Bevorzugung von Migrantinnen und Migranten oder ein Schritt hin zu mehr Chancengleichheit für alle?
„Ich bin froh, dass es jetzt diesen Gesetzentwurf gibt und ich bin froh, dass darüber jetzt breit diskutiert wird. Das wäre vor wenigen Jahren noch nicht denkbar gewesen. Das ist die wichtigste Botschaft dieses Gesetzentwurfs.“ Dies erklärte Tatjana Forner, Sprecherin der AG Partizipationsgesetz im Berliner Integrationsbeirat, auf der Veranstaltung der Linksfraktion am 21. Juni 2010.
Mit der Vorlage des Referentenentwurfs für ein Partizipations- und Integrationsgesetz habe der rot-rote Berliner Senat einen weiteren Schritt zu mehr Demokratie, mehr Chancengleichheit und Gerechtigkeit für Menschen mit und ohne Migrationshintergrund unternommen.
„Der Weg ist das Ziel“, stützt Forners Co-Sprecher Safter Cinar diese Einschätzung. Gleichzeitig lassen Forner und Cinar keinen Zweifel aufkommen, dass es auf migrantischer Seite noch Kritik gibt. Die Definition etwa des Migrationshintergrunds ist umstritten, auch innerhalb der MigrantInnencommunities selbst.
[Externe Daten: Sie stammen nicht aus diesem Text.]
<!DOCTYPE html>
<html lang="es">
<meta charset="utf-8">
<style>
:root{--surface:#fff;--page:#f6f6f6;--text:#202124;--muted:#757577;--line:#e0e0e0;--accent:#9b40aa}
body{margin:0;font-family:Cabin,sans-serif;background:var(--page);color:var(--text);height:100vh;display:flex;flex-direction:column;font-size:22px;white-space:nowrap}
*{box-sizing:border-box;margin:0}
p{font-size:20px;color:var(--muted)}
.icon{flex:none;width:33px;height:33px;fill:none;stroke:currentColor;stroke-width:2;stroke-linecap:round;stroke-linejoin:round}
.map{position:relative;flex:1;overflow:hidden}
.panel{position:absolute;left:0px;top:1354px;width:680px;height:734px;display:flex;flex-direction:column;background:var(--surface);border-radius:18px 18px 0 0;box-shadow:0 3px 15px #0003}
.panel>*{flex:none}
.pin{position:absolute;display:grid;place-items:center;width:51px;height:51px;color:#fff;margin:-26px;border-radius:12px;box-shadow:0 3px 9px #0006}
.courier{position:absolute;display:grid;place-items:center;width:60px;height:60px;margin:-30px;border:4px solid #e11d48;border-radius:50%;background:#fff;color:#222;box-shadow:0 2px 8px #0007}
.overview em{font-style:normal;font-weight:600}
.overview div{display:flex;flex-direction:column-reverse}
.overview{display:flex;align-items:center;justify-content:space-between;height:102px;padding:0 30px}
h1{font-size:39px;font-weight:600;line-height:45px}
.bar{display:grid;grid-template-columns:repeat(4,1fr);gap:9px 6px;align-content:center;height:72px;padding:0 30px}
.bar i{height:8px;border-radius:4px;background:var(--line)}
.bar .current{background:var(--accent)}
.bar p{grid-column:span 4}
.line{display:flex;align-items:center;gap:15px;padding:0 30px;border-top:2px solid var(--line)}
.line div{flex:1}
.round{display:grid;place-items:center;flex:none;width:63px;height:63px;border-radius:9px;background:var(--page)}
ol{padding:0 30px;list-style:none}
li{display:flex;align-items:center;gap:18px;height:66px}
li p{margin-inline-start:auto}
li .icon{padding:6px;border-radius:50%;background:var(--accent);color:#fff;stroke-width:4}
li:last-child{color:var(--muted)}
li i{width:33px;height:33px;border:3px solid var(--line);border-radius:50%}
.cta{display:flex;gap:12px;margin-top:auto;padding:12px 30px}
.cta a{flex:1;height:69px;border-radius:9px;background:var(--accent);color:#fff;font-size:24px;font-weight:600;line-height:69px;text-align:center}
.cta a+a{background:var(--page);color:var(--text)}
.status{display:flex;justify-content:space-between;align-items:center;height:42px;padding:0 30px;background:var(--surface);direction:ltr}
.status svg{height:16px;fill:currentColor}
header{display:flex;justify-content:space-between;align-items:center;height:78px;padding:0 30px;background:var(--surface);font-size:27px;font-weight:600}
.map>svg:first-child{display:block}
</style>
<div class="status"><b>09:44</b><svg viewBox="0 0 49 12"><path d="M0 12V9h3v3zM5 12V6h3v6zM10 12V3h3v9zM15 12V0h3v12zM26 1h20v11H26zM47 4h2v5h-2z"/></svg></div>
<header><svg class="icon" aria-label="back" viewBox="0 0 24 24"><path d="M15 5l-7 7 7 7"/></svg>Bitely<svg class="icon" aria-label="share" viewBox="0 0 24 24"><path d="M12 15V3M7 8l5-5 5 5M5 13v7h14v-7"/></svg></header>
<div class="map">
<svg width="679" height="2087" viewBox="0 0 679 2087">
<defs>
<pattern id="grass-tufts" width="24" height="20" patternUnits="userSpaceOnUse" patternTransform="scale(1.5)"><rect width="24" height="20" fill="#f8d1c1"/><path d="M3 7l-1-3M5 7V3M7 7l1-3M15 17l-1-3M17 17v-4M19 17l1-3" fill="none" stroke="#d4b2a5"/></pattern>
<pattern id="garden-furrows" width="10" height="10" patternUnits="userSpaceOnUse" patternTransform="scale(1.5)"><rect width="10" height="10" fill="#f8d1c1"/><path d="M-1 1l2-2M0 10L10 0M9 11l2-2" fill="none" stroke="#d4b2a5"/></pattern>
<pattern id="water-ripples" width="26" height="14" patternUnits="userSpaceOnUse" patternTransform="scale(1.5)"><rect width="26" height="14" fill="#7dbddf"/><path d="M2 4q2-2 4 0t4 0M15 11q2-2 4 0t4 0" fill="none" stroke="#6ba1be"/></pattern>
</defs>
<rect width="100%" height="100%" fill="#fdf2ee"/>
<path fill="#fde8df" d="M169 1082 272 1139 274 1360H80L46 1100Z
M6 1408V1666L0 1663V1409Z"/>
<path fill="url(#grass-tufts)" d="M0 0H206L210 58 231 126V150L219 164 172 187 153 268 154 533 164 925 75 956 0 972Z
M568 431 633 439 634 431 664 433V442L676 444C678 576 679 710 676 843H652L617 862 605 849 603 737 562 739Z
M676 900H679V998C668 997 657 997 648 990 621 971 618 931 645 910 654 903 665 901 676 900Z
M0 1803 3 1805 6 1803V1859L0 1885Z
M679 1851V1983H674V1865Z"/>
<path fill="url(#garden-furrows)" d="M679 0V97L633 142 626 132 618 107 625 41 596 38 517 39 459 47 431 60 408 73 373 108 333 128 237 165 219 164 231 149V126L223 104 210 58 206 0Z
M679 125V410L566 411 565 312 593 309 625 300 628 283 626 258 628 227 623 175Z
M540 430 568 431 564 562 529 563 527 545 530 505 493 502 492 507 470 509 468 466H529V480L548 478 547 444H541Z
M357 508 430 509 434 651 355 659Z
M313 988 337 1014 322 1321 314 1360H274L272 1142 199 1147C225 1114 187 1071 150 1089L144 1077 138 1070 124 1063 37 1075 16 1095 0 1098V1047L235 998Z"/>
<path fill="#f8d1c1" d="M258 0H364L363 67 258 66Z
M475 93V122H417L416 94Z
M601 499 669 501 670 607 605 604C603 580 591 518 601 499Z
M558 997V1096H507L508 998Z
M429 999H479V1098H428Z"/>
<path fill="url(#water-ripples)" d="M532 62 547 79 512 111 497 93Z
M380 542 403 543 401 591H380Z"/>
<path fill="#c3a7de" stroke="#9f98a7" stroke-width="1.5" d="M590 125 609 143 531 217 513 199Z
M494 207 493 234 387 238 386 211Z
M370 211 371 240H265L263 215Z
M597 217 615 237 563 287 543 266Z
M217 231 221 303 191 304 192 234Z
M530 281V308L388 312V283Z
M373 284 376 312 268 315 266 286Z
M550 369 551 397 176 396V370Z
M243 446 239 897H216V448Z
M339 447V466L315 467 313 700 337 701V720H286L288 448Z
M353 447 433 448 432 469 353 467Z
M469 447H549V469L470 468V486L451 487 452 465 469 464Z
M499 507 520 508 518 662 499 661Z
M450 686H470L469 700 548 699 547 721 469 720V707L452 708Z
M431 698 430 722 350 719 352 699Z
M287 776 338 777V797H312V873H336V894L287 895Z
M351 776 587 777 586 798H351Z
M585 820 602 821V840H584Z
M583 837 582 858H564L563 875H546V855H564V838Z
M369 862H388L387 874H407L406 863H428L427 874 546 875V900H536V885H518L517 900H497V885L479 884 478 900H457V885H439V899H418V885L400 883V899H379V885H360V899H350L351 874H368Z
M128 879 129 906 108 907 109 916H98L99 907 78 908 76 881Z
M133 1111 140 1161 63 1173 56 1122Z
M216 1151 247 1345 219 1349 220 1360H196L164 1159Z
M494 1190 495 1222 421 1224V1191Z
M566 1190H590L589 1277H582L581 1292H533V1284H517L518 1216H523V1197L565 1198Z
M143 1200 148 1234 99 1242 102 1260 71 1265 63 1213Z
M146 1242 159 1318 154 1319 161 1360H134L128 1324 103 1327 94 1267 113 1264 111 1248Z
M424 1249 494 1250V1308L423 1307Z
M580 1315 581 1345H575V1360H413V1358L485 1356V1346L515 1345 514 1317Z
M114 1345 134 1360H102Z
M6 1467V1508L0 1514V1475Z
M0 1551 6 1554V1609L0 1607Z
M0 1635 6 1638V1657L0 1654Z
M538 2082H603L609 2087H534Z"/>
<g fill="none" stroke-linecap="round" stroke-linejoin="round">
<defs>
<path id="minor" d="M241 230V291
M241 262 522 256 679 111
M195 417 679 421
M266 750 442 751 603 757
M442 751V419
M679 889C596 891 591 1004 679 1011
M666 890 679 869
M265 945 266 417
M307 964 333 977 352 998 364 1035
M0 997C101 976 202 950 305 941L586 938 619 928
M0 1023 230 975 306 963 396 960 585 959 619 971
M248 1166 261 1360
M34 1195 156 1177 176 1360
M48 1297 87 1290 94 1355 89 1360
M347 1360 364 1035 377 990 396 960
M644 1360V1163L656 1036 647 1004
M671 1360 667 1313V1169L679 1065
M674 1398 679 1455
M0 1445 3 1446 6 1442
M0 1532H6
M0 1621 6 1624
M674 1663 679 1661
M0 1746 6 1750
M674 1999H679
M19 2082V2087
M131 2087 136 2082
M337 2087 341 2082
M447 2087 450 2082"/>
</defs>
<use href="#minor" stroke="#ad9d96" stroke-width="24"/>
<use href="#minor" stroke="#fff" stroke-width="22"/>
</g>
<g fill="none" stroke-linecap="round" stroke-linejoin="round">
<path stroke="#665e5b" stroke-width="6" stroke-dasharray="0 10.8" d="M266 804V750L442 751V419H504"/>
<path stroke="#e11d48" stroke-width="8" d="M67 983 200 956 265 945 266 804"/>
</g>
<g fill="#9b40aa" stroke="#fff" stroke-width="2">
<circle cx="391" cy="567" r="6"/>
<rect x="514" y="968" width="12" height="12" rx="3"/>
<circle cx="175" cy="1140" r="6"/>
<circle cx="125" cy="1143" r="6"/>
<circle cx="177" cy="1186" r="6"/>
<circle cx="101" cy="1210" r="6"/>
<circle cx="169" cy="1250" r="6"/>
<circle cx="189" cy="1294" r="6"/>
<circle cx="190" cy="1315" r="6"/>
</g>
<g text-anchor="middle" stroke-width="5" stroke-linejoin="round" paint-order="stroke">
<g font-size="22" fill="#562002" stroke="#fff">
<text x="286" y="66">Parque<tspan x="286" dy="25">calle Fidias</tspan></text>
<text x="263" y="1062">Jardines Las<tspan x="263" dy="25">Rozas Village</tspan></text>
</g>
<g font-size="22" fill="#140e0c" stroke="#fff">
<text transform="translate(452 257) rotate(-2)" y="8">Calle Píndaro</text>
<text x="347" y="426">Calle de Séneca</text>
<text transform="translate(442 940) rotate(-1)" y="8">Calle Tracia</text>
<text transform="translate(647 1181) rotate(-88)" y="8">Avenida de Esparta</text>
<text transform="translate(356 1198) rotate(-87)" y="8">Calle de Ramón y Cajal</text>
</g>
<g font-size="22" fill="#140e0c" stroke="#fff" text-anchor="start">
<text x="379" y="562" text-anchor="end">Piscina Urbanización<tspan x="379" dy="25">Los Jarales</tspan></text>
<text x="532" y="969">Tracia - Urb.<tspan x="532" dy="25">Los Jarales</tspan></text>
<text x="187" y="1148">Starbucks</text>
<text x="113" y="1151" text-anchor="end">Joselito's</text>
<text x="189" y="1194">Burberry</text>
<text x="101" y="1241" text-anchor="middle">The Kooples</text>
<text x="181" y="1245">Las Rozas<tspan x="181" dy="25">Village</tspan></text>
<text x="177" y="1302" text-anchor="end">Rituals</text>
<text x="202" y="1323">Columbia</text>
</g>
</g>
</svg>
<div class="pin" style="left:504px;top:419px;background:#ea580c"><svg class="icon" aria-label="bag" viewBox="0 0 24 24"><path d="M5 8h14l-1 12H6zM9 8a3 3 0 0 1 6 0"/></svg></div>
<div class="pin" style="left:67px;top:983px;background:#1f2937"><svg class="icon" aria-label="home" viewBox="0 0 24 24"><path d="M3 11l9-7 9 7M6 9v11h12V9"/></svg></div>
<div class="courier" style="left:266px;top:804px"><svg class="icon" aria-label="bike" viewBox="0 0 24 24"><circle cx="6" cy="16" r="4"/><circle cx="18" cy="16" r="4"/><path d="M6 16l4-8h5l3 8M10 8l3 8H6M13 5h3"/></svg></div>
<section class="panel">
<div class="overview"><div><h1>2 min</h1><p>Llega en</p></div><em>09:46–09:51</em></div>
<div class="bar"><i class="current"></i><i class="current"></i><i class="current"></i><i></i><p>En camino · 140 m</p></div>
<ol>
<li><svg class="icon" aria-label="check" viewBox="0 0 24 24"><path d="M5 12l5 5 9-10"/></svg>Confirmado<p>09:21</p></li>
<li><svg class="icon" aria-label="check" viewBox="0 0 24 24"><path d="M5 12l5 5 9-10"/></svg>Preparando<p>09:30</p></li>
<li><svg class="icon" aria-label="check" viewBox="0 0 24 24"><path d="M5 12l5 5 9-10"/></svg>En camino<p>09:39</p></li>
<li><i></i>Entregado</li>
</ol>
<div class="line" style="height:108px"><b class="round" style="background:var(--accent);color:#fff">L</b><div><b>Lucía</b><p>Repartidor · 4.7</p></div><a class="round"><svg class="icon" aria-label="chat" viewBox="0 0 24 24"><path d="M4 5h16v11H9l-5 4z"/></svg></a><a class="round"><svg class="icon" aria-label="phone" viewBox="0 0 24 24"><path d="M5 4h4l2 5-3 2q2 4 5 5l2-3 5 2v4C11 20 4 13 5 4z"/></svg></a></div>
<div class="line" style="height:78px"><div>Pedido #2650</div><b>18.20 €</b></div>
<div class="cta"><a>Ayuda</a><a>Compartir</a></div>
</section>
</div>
Im jetzt vorliegenden Gesetzentwurf gelten neben Menschen ohne deutschen Pass auch deutsche Eingewanderte und ihre Kinder als Menschen mit Migrationshintergrund, die dritte Generation ist davon ausgenommen. Das ist umstritten und einige migrantische VertreterInnen fordern die Aufnahme auch dieser dritten Generation in die Definition des Migrationshintergrunds. Andere lehnen das ab, weil mit der Bezeichnung als MigrantIn immer auch Stigmatisierung und Abgrenzung von der Mehrheitsgesellschaft verbunden ist. Beide Sichtweisen und Argumentationslinien sind stichhaltig und wurden am Monatg diskutiert.
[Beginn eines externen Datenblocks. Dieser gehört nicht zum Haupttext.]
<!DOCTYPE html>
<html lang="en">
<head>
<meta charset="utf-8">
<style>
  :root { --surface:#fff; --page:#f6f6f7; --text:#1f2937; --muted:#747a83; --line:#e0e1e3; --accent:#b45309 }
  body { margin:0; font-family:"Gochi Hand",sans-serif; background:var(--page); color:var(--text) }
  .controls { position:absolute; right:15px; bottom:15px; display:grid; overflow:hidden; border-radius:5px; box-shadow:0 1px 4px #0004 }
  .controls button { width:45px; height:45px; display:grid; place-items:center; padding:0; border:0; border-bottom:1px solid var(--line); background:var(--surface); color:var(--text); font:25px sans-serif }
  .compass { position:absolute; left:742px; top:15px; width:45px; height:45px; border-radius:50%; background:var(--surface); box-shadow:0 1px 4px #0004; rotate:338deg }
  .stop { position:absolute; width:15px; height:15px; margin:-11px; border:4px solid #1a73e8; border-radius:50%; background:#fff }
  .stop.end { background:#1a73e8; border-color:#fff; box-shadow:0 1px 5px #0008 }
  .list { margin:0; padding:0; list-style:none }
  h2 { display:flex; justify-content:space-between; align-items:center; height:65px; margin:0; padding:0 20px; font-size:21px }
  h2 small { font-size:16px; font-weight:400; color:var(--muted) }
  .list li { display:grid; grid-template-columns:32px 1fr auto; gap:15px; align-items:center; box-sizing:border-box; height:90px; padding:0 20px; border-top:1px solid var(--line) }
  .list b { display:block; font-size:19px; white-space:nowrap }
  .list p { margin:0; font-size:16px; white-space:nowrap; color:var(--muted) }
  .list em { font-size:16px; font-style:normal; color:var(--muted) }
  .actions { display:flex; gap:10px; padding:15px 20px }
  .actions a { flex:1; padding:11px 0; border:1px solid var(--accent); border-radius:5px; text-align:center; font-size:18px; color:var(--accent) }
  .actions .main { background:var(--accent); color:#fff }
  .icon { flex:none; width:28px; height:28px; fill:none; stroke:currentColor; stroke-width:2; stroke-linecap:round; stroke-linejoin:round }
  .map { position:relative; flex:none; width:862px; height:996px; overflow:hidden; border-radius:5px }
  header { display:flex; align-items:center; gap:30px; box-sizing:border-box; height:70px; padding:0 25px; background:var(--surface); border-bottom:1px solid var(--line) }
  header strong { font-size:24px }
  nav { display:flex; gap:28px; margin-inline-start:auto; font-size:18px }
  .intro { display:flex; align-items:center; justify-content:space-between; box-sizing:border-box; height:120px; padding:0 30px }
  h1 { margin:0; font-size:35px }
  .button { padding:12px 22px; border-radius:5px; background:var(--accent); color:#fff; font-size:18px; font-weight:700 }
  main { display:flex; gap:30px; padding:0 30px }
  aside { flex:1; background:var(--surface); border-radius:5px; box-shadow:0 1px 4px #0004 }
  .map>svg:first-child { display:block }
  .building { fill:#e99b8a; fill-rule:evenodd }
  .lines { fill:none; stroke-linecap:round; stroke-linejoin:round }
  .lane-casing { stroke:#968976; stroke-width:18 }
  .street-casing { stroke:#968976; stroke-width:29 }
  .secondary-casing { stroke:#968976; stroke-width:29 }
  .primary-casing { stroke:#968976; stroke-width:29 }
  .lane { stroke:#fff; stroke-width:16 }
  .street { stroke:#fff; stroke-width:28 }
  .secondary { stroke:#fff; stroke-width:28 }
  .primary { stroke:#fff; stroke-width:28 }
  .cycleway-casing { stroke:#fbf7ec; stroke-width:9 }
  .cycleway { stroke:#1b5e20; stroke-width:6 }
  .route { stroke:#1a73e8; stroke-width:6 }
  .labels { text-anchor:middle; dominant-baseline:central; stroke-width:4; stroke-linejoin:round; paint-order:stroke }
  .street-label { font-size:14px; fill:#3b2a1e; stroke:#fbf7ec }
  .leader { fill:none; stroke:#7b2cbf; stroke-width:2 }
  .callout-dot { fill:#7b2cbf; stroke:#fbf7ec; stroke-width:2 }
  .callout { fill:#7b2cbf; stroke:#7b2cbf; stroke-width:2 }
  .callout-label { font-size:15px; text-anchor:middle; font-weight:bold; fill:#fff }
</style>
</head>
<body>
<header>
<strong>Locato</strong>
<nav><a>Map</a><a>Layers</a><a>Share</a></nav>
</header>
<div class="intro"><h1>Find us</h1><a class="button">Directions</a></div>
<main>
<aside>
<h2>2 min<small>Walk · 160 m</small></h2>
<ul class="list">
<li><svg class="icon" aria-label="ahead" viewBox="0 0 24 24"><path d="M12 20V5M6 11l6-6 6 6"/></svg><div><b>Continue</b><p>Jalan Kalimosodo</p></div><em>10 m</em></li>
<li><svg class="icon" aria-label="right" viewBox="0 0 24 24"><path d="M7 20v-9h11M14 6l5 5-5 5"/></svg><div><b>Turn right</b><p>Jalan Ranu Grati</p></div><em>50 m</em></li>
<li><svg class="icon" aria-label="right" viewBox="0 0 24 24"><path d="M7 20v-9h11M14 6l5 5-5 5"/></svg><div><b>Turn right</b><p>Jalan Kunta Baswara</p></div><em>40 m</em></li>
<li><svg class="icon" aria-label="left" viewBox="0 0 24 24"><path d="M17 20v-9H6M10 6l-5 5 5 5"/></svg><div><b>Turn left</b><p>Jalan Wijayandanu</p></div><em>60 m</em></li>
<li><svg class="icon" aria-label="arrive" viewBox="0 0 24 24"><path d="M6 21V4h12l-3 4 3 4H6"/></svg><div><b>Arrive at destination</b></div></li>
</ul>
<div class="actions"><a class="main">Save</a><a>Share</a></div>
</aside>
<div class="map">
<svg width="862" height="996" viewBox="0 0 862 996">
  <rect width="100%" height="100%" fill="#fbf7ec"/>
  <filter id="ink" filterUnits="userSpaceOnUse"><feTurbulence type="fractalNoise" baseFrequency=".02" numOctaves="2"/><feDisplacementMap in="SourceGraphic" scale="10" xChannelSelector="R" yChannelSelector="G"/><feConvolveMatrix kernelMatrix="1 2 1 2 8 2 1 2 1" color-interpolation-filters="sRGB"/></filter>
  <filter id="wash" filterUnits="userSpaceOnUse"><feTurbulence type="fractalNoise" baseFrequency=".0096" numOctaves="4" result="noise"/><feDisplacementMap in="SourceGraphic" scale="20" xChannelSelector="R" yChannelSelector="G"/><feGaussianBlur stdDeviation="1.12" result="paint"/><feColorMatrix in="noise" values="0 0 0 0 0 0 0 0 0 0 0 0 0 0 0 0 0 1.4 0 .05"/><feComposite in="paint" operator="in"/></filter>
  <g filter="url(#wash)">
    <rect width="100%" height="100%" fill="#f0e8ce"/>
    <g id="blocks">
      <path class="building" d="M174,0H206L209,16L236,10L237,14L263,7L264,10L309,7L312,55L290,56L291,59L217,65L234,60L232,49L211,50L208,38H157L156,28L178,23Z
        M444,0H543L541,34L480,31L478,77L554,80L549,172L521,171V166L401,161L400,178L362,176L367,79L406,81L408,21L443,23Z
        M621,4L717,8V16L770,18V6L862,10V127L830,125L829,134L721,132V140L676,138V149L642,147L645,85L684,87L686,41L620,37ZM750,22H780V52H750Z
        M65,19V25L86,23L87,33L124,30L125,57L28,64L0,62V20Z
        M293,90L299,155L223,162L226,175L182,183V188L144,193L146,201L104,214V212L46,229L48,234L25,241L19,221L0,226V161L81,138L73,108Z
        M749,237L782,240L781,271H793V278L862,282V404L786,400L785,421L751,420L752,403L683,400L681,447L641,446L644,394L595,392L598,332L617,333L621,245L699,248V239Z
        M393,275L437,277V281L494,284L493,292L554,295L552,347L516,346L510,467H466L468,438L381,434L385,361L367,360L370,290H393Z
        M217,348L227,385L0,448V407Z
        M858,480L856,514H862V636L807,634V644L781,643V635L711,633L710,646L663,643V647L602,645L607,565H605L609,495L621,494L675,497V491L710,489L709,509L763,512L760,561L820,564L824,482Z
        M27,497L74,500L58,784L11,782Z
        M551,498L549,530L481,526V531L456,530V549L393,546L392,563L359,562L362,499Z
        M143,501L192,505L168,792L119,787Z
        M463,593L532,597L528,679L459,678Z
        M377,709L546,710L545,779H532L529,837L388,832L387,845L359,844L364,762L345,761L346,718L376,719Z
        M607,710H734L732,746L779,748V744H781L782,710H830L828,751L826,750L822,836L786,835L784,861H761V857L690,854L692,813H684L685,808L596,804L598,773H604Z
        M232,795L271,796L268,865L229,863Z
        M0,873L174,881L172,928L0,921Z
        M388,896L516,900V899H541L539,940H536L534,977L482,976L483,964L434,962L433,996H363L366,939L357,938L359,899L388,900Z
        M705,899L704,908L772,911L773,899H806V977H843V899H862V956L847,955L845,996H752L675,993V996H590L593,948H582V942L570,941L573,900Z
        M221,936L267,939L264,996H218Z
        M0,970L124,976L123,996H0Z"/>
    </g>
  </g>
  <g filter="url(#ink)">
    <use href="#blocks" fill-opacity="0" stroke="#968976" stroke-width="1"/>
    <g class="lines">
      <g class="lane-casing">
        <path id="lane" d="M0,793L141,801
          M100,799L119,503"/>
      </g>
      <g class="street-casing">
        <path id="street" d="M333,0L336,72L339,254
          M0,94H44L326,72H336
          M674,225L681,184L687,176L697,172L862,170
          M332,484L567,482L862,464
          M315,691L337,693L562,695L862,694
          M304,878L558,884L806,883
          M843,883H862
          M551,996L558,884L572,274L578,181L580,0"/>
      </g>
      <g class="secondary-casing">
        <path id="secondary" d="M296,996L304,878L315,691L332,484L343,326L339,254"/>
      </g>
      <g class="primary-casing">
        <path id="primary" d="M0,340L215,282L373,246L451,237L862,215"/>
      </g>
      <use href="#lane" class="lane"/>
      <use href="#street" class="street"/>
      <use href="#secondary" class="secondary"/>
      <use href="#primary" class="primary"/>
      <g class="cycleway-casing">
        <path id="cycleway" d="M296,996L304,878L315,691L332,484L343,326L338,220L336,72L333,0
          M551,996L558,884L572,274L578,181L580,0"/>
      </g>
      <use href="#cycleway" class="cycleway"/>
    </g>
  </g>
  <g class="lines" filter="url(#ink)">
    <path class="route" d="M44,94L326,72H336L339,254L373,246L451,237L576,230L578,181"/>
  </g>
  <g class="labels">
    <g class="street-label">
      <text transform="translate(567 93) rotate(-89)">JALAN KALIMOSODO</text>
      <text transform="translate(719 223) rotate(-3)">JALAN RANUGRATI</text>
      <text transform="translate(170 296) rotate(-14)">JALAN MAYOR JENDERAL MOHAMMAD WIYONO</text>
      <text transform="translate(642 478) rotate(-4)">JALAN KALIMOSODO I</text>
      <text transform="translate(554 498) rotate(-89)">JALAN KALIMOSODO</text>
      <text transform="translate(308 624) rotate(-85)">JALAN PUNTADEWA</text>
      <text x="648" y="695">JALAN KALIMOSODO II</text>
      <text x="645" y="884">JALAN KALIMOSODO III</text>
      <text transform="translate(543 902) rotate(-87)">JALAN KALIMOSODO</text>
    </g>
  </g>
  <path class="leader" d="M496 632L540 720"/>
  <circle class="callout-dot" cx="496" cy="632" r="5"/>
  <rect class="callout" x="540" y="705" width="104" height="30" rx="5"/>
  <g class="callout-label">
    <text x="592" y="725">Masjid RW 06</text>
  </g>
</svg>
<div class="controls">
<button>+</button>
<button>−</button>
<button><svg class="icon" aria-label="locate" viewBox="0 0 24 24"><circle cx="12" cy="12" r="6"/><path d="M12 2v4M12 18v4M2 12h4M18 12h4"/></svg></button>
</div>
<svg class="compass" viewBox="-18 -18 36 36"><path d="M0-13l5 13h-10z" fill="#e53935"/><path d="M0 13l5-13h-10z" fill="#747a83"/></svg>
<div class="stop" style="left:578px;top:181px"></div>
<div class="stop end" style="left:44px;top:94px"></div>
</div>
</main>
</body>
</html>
Letztlich wird im parlamentarischen Verfahren zu entscheiden sein, welche der beiden Positionen Gesetzeskraft bekommt. Fraktionschef Udo Wolf und Integrationssenatorin Carola Bluhm betonten, dass das Gesetz der herkunftsdeutschen Mehrheitsgesellschaft einiges abverlangt. Denn wenn bisher benachteiligte Gruppen gleiche Rechte bekommen, bedeutet das, dass andere von ihren Privilegien abgeben müssen. Deswegen kommt es in der Kommunikation immer auch darauf an, für gesellschaftlichen Rückhalt für das Gesetz auch bei der Mehrheitsgesellschaft zu sorgen.